▶ **Exercise details**
Search the records below for the word "linecap", then return every line where it appears.

▶ **Supplied data**

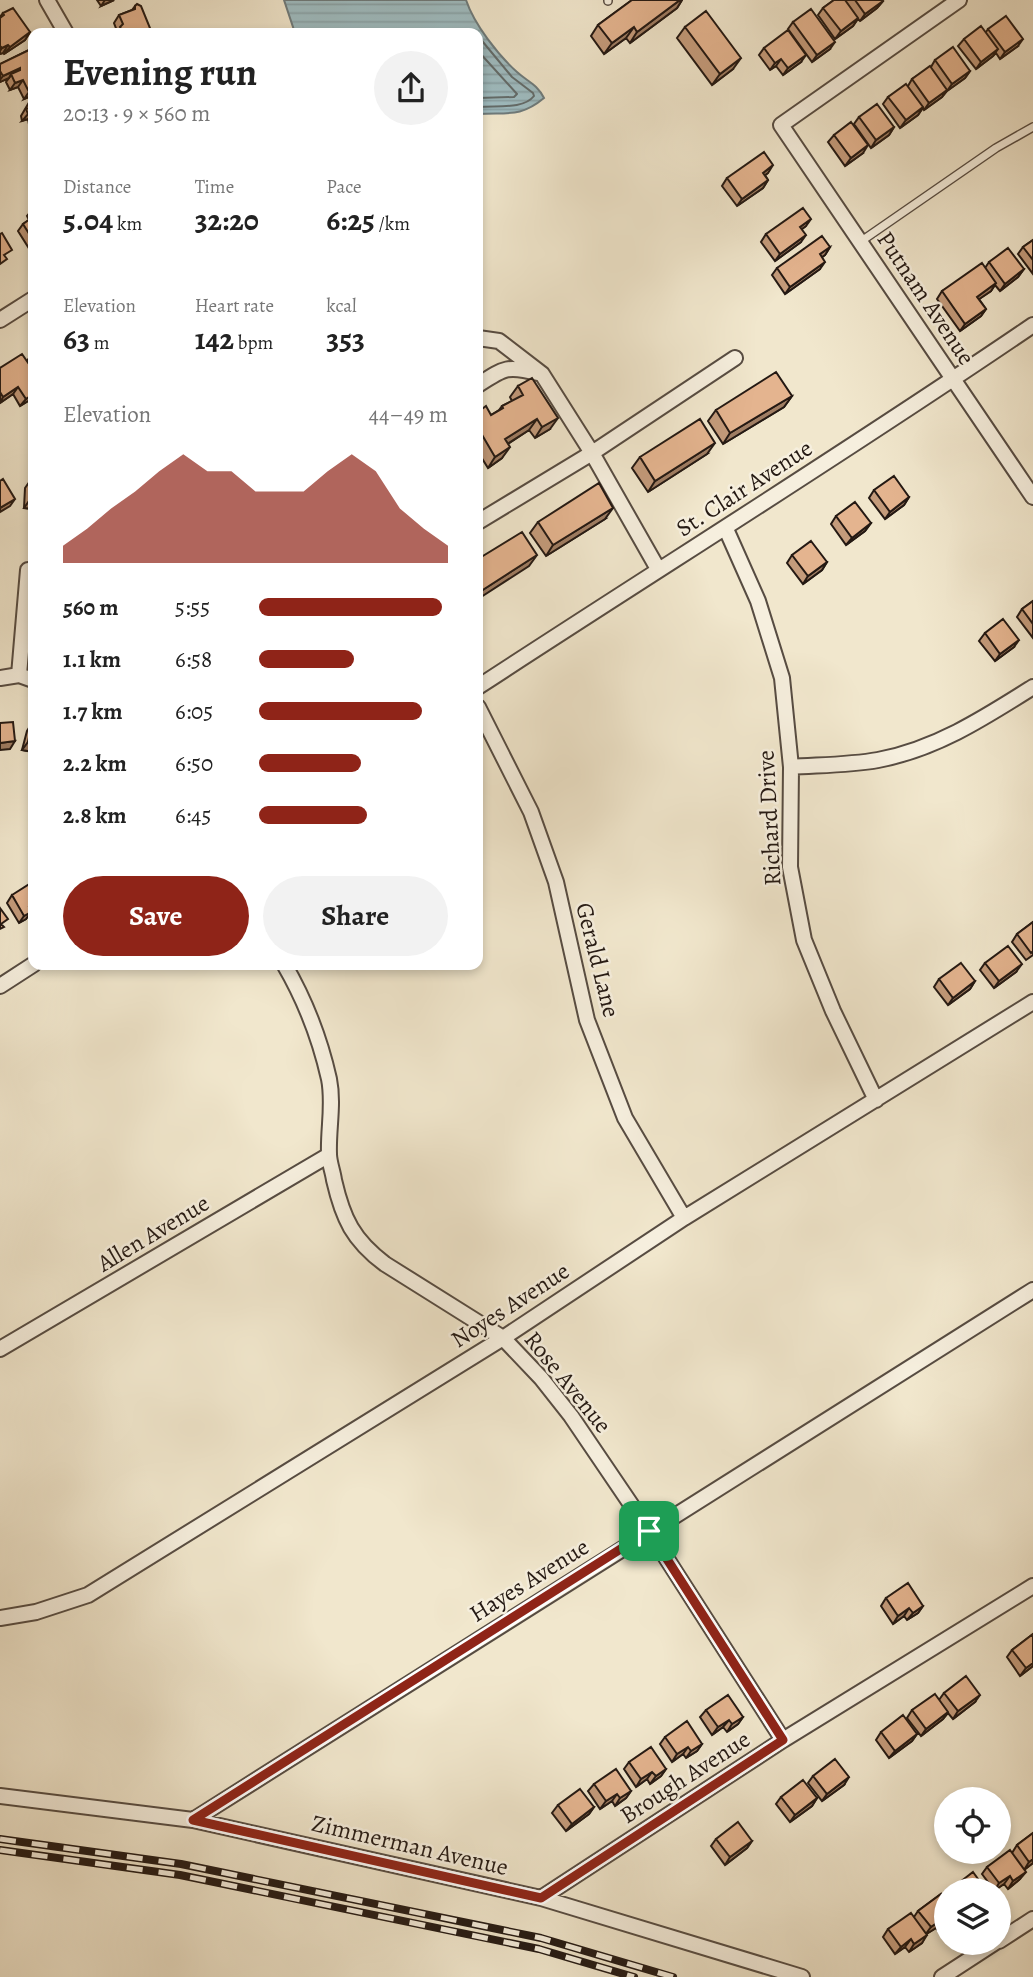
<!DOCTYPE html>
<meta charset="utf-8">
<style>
body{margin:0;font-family:Alegreya,serif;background:#f2f2f2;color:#222;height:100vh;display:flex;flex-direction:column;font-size:26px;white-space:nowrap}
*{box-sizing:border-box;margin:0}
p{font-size:23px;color:#767676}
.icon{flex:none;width:38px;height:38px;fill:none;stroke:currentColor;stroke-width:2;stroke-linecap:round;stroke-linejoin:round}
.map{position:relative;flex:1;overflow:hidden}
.details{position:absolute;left:28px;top:28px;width:455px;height:942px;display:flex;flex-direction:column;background:#fff;border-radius:14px;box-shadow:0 4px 10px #0003}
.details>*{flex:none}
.fabs{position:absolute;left:934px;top:1787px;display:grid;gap:14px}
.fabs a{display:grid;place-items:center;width:77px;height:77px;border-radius:50%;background:#fff;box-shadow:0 4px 10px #0003;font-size:35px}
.pin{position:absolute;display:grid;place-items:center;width:60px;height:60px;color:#fff;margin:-30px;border-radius:14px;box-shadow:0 4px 10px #0006}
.round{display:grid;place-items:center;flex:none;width:74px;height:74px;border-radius:37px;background:#f2f2f2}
.overview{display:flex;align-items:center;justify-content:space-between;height:119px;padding:0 35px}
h1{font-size:38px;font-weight:600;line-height:52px}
.figures{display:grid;grid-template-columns:repeat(3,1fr);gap:10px;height:119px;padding:7px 35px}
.figures div{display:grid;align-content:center}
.figures b{font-size:30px;font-weight:600}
.figures small{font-size:19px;font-weight:400}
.figures p{font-size:19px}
.chart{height:196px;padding:14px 35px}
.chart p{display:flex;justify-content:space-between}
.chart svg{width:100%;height:126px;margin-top:7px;fill:#8f2418;opacity:.7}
.action{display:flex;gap:14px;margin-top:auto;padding:14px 35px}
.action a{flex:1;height:80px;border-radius:42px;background:#8f2418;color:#fff;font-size:28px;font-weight:600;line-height:80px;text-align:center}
.action a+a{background:#f2f2f2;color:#222}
ul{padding:0 35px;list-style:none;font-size:23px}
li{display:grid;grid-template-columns:112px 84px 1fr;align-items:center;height:52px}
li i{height:18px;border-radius:9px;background:#8f2418}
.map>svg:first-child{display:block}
.water{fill:url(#water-rules);stroke:#6e7b7c;stroke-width:2}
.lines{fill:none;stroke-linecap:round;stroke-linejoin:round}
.shore{stroke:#626b6a;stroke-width:2}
.service-casing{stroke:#574c42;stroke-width:10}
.minor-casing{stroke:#574c42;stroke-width:18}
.service{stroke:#f6efde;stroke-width:7}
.minor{stroke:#f6efde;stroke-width:14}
.rail-casing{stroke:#241913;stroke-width:8}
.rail{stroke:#f6efde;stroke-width:5;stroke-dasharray:16;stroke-linecap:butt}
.wall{fill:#c49b7b;stroke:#241913;stroke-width:2}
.shaded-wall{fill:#a07e64;stroke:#241913;stroke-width:2}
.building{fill:#e4b48f;stroke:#241913;stroke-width:2}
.route-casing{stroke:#fff;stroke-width:14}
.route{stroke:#8f2418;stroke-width:9}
.labels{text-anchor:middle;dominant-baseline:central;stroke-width:5;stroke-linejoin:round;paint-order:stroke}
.street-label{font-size:24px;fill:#241913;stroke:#f6efde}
</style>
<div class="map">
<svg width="1033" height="1977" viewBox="0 0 1033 1977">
<defs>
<pattern id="water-rules" width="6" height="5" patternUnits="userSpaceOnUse" patternTransform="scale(1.75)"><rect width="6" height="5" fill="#9fbdc2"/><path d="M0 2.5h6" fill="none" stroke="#89a2a6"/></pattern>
</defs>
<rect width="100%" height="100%" fill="#f1e7cd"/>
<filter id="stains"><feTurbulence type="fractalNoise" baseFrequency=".00286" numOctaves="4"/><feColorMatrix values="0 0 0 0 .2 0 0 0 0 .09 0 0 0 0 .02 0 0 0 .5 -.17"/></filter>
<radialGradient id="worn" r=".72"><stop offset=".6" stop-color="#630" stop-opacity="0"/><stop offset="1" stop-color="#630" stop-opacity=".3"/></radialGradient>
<path class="water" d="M284,0H466C474,24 498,55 517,72C528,82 537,84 544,98C520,118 507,112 478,114V33H295Z"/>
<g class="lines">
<path class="shore" d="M478,36L512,77L533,93L534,96C523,110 496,105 478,107
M478,51L517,94L514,97L478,98"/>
<defs>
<path id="service" d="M608,0V1
M860,242L996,148L1033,127"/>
<path id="minor" d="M47,0L66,33
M959,0L781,125L1033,497
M0,320L33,299
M478,338L499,341L542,374L592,453L658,569
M478,385C504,368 507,365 538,373
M478,522L592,453L735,358
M726,529L758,601L782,678L791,767L790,867L804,940L833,1011L876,1100
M19,675L28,570
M0,678L19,675L33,680
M478,687C663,566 850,450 1033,325
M478,707L531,812L556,882L587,1020L625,1118L684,1218
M791,767C820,765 850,765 878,760C936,749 984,718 1033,687
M284,964C305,1000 320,1039 329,1079C334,1104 328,1129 329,1154C329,1162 333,1172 334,1180C343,1219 353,1240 385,1264L503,1338L541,1378L571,1416L649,1531L783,1740
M0,986L34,964
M0,1349L329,1155
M0,1618L36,1612L88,1595L503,1338L684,1218L1033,1002
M0,1796L193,1820L541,1898L802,1977
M193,1820L1033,1290
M541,1898L783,1740L1033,1586
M999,1941L1033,1919
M942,1977L996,1942"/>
</defs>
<use href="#service" class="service-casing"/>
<use href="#minor" class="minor-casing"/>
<use href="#service" class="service"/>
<use href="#minor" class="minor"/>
<defs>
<path id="rail" d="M0,1839L181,1864L541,1938L673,1977
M0,1850L180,1875L539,1949L634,1977"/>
</defs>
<use href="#rail" class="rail-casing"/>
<use href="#rail" class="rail"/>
</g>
<path class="wall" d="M97,0H114L101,6Z
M632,0H682L677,8L630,43L626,38L604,54L591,36L598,25Z
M834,0H882L883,1L877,8L860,21L858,19L853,26L835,39L818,15L823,8Z
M135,6L152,33H116L117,31L114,23L119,15L132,10Z
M3,13L30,32L25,40L4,54L3,53L0,54V17Z
M793,22L830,49L812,62L788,29Z
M685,27L733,69L712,85L677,38Z
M988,29L1018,46L1000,59L996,53L993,56L976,69L958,46L964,39L986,32Z
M764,48L801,62L783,75L776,66L770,70L759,55Z
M31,49L33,95L24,99L18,87L10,90L6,82L9,78L0,82V64Z
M935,60L970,71L965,78L947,91L942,97L924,110L923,108L918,115L900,128L883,104L888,97L908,86L912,79L931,67Z
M31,99H33V135H31L28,119L22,121L21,116Z
M859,117L894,127L889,135L871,148L854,124Z
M834,135L863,153L845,166L828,142Z
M768,173L765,175L768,180L763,188L737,206L722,186L727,178Z
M33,209V248L30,250L18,231L23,224L29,220L27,216Z
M806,226L802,229L801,242L775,261L761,242L766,234Z
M1033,240V274L1018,254L1023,247Z
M830,247L825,255L822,257L820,269L785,294L772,275L777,268Z
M989,262L1024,269L1018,277L1000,291L995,285L991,291L979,299L986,309L981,316L960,331L937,299L942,291L985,268Z
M33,352V398L20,406L13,394L0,403V368L27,361Z
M518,386L550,429L535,438L529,430L508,444L502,458L488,468L478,452V412L491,415L499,410L502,406L512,401L510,397Z
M792,396L784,407L723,444L708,421L716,410Z
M707,454L648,492L632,468L640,457Z
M30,481L33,509L24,508L25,488Z
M874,490L909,497L904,505L885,519L869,498Z
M836,516L871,523L865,531L846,545L831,524Z
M605,519L546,556L530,533L538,522Z
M792,555L827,562L822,570L803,584L787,563Z
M1033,601V638L1017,617L1022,609Z
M985,633L1014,647L995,661L979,641Z
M32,723H33V752L22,750L27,731Z
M12,895L33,910L31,911L26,919L19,923L7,903Z
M1033,922V955L1026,960L1012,942L1017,934Z
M985,963L1016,972L994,988L980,970Z
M939,979L975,981L970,989L948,1005L934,987Z
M886,1598L923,1606L918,1613L907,1620L904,1616L893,1624L881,1606Z
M1033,1634V1666L1020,1676L1007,1657L1012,1650Z
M944,1693L975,1702L953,1719L948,1713L943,1719L921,1736L907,1718L912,1710L939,1700Z
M706,1710L743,1717L738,1724L727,1732L723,1727L712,1735L700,1717Z
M881,1732L917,1734L912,1741L889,1758L876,1740Z
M665,1737L702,1744L697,1751L686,1758L683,1754L672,1762L660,1744Z
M629,1762L666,1769L661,1776L650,1784L647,1779L636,1787L624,1769Z
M813,1776L844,1785L822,1801L808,1783Z
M594,1784L631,1791L626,1798L615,1806L612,1801L600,1809L588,1791Z
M781,1797L817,1798L812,1806L790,1822L776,1804Z
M558,1805L594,1807L589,1814L566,1831L552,1813Z
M1033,1833V1863L1024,1870L1020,1879L1008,1889L1004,1884L995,1890H994L982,1874L987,1867L1012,1853L1017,1845Z
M716,1839L752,1841L747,1848L725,1865L711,1846Z
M941,1894L947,1927L939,1932L936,1928L926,1934L922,1943L909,1952L905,1947L895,1954L883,1937L888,1929L914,1917L918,1911Z"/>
<path class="shaded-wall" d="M105,0H114L101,6Z
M680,0H682L677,8L630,43L637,32Z
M883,1L877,8L860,21L865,14Z
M858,18L853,26L835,39L841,31Z
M634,27L626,38L604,54L612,43Z
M30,32L25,40L4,54L10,47Z
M1023,39L1018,46L1000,59L1005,52Z
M835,42L830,49L812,62L817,55Z
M8,45L3,53L0,54V51L2,48Z
M998,49L993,56L976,69L981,62Z
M806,55L801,62L783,75L788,68Z
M741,58L733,69L712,85L720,74Z
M781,59L776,66L770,70L775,63Z
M20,68L15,75L11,74L9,78L0,82V80L3,76Z
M970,71L965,78L947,91L952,84Z
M23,80L18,87L10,90L15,83Z
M33,90V95L24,99L29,92Z
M947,90L942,97L924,110L929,103Z
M923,107L918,115L900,128L906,120Z
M33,112L28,119L22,121L28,114Z
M894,127L889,135L871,148L876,140Z
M868,145L863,153L845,166L851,158Z
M773,165L768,173L758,180L763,173Z
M768,180L763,188L737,206L742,199Z
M811,219L806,226L795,234L800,227Z
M806,235L801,242L775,261L780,254Z
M830,247L825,255L815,262L820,254Z
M825,262L820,269L785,294L790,287Z
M1024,269L1018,277L1000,291L1005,284Z
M996,283L991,291L972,304L977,297Z
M986,309L981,316L960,331L965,324Z
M18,387L13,394L0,403L3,397Z
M33,394V398L20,406L26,399Z
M792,396L784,407L723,444L730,433Z
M558,418L550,429L535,438L542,427Z
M537,419L529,430L498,450L505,439Z
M715,443L707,454L648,492L655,481Z
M510,447L502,458L488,468L495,457Z
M909,497L904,505L885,519L890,512Z
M15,499L10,506L0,512V508Z
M29,501H33V509L24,508Z
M613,508L605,519L546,556L553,545Z
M871,523L865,531L846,545L852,538Z
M537,555L529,566L478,599V593Z
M827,562L822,570L803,584L808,576Z
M1019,640L1014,647L995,661L1000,654Z
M15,741L10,749L0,750V743Z
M28,742L33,744V752L22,750Z
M31,912L26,919L19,923L24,916Z
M1022,964L1016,972L994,988L999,981Z
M975,981L970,989L948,1005L953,998Z
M923,1606L918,1613L907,1620L913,1613Z
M909,1608L904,1616L893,1624L898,1616Z
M1033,1663V1666L1020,1676L1026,1668Z
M980,1695L975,1702L953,1719L958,1711Z
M948,1712L943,1719L921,1736L926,1729Z
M743,1717L738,1724L727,1732L732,1724Z
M729,1720L723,1727L712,1735L718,1727Z
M917,1734L912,1741L889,1758L895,1751Z
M702,1744L697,1751L686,1758L691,1751Z
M688,1747L683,1754L672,1762L677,1754Z
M666,1769L661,1776L650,1784L656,1776Z
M652,1772L647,1779L636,1787L641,1779Z
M849,1777L844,1785L822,1801L827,1794Z
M631,1791L626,1798L615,1806L620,1798Z
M617,1794L612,1801L600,1809L606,1801Z
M817,1798L812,1806L790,1822L795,1815Z
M594,1807L589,1814L566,1831L572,1824Z
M752,1841L747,1848L725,1865L730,1857Z
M1033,1859V1863L1024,1870L1029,1862Z
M1026,1872L1020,1879L1008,1889L1013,1881Z
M1010,1876L1004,1884L995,1890L999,1883Z
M941,1920L936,1928L925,1935L931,1927Z
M947,1923V1927L939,1932L944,1925Z
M927,1935L922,1943L909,1952L914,1944Z
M911,1939L905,1947L895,1954L901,1947Z"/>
<path class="building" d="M632,0H680L637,32L634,27L612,43L598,25Z
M834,0H845L858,18L841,31L823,8Z
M855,0H882L883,1L865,14Z
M137,4L141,6L152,33H127L126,30L122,31L120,27L123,24L119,15L135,9V6Z
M13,8L30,32L10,47L8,45L2,48L0,46V18L4,15L3,13Z
M811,9L835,42L817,55L793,22Z
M706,11L741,58L720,74L685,27Z
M1006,16L1023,39L1005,52L988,29Z
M981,26L998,49L981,62L964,39Z
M788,30L806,55L788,68L781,59L775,63L764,48Z
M953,47L970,71L952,84L935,60Z
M31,49L33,55V90L29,92L23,80L15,83L11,74L20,70V68L3,76L0,71V64Z
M930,66L947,90L929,103L912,79Z
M906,84L923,107L906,120L888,97Z
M31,99H33V112L28,114L26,109L33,107Z
M877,104L894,127L876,140L859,117Z
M851,122L868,145L851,158L834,135Z
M764,152L773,165L763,173L768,180L742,199L727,178Z
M803,208L811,219L800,227L806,235L780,254L766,234Z
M33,217V240L23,224Z
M2,233L12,250L4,255L7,259L0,264V234Z
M822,236L830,247L820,254L825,262L790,287L777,268Z
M1033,240V260L1023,247Z
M1008,248L1024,269L1005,284L989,262Z
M982,263L996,283L977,297L986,309L965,324L942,291Z
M22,354L33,370V394L26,399L18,387L3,397L0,392V368Z
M776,372L792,396L730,433L716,410Z
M532,378L558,418L542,427L537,419L505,439L510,447L495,457L478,428V412L486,406L491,415L503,408L502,406L523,395L518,386Z
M700,419L715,443L655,481L640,457Z
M894,476L909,497L890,512L874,490Z
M3,479L15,499L0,508V481Z
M30,481H33V501H29Z
M599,483L613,508L553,545L538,522Z
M855,502L871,523L852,538L836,516Z
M522,532L537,555L478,593V559Z
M811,541L827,562L808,576L792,555Z
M1033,601V624L1022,609Z
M1003,619L1019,640L1000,654L985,633Z
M13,722L15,741L0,743V723Z
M32,723H33V744L28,742Z
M31,883L33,887V905L29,907L31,912L24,916L12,895Z
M0,908L8,919L1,924L4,927L0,929Z
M1033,922V951L1031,953L1017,934Z
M1008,946L1022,964L999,981L985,963Z
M961,963L975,981L953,998L939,979Z
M908,1583L923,1606L913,1613L909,1608L898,1616L886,1598Z
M1033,1634V1663L1026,1668L1012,1650Z
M966,1676L980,1695L958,1711L944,1693Z
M935,1694L948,1712L926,1729L912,1710Z
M728,1695L743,1717L732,1724L729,1720L718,1727L706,1710Z
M903,1715L917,1734L895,1751L881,1732Z
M687,1721L702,1744L691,1751L688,1747L677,1754L665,1737Z
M651,1747L666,1769L656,1776L652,1772L641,1779L629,1762Z
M835,1759L849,1777L827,1794L813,1776Z
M616,1769L631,1791L620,1798L617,1794L606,1801L594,1784Z
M803,1780L817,1798L795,1815L781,1797Z
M580,1789L594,1807L572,1824L558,1805Z
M738,1822L752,1841L730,1857L716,1839Z
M1033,1833V1859L1029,1862L1017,1845Z
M1010,1850L1026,1872L1013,1881L1010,1876L999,1883L987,1867Z
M973,1872L986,1890H952L951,1889Z
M941,1894L947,1902V1923L944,1925L941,1920L931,1927L918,1911Z
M911,1913L927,1935L914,1944L911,1939L901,1947L888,1929Z"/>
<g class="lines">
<defs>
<path id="route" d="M649,1531L783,1740L541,1898L193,1820Z"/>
</defs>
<use href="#route" class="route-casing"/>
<use href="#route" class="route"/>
</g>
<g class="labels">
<g class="street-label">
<text transform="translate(926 298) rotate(56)">Putnam Avenue</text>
<text transform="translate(744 488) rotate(-33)">St. Clair Avenue</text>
<text transform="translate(769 818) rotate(-93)">Richard Drive</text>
<text transform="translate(598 960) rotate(76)">Gerald Lane</text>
<text transform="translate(153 1233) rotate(-31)">Allen Avenue</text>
<text transform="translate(510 1305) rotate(-33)">Noyes Avenue</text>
<text transform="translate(568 1382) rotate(51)">Rose Avenue</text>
<text transform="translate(529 1580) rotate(-32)">Hayes Avenue</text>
<text transform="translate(685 1777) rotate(-33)">Brough Avenue</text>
<text transform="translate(410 1845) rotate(13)">Zimmerman Avenue</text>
</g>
</g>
<rect width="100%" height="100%" filter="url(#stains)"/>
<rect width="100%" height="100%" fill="url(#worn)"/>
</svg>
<div class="fabs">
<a><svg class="icon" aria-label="locate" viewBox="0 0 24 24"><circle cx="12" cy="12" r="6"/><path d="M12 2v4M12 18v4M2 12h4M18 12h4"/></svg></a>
<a><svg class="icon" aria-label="layers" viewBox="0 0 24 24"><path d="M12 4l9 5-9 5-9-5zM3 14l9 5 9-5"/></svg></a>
</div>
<div class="pin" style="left:649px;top:1531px;background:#1e9e55"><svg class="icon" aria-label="arrive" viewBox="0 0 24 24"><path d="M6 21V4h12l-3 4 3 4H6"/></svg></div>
<section class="details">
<div class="overview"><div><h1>Evening run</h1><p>20:13 · 9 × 560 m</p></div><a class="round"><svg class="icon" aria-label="share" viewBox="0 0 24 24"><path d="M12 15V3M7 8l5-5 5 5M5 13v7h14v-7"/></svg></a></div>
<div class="figures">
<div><p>Distance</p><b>5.04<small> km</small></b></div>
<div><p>Time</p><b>32:20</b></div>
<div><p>Pace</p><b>6:25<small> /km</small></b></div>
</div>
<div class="figures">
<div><p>Elevation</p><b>63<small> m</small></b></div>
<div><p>Heart rate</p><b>142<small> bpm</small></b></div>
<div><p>kcal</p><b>353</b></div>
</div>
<div class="chart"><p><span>Elevation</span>44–49 m</p>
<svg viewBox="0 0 160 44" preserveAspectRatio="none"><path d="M0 44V38L10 32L20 25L30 19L40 12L50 6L60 12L70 12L80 19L90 19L100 19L110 12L120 6L130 12L140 25L150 32L160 38V44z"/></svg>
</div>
<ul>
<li><b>560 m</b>5:55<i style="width:97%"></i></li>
<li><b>1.1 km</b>6:58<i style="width:50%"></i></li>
<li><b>1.7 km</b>6:05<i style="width:86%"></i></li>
<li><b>2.2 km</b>6:50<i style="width:54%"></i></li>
<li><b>2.8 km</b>6:45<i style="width:57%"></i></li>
</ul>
<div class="action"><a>Save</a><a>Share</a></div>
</section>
</div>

▶ **Result of the exercise**
.icon{flex:none;width:38px;height:38px;fill:none;stroke:currentColor;stroke-width:2;stroke-linecap:round;stroke-linejoin:round}
.lines{fill:none;stroke-linecap:round;stroke-linejoin:round}
.rail{stroke:#f6efde;stroke-width:5;stroke-dasharray:16;stroke-linecap:butt}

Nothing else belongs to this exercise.